- [THE TASK]:
All entries are to be repeated exactly as shown below.

- [EXCERPTED DATA]:

((

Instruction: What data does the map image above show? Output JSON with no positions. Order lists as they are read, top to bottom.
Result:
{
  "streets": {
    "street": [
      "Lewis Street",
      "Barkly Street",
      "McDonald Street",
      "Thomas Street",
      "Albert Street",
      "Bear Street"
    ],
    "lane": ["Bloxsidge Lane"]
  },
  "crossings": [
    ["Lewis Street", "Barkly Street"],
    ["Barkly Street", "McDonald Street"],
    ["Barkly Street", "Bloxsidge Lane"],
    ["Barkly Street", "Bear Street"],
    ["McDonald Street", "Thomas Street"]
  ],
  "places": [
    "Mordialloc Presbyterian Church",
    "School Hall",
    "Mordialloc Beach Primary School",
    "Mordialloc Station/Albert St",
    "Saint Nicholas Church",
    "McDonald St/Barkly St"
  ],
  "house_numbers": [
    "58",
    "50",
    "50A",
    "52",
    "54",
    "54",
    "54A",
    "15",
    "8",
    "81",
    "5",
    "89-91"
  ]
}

))

- [REPLY TO THE EXERCISE]:
Instruction: What data does the map image above show? Output JSON with no positions. Order lists as they are read, top to bottom.
Result:
{
  "streets": {
    "street": [
      "Lewis Street",
      "Barkly Street",
      "McDonald Street",
      "Thomas Street",
      "Albert Street",
      "Bear Street"
    ],
    "lane": ["Bloxsidge Lane"]
  },
  "crossings": [
    ["Lewis Street", "Barkly Street"],
    ["Barkly Street", "McDonald Street"],
    ["Barkly Street", "Bloxsidge Lane"],
    ["Barkly Street", "Bear Street"],
    ["McDonald Street", "Thomas Street"]
  ],
  "places": [
    "Mordialloc Presbyterian Church",
    "School Hall",
    "Mordialloc Beach Primary School",
    "Mordialloc Station/Albert St",
    "Saint Nicholas Church",
    "McDonald St/Barkly St"
  ],
  "house_numbers": [
    "58",
    "50",
    "50A",
    "52",
    "54",
    "54",
    "54A",
    "15",
    "8",
    "81",
    "5",
    "89-91"
  ]
}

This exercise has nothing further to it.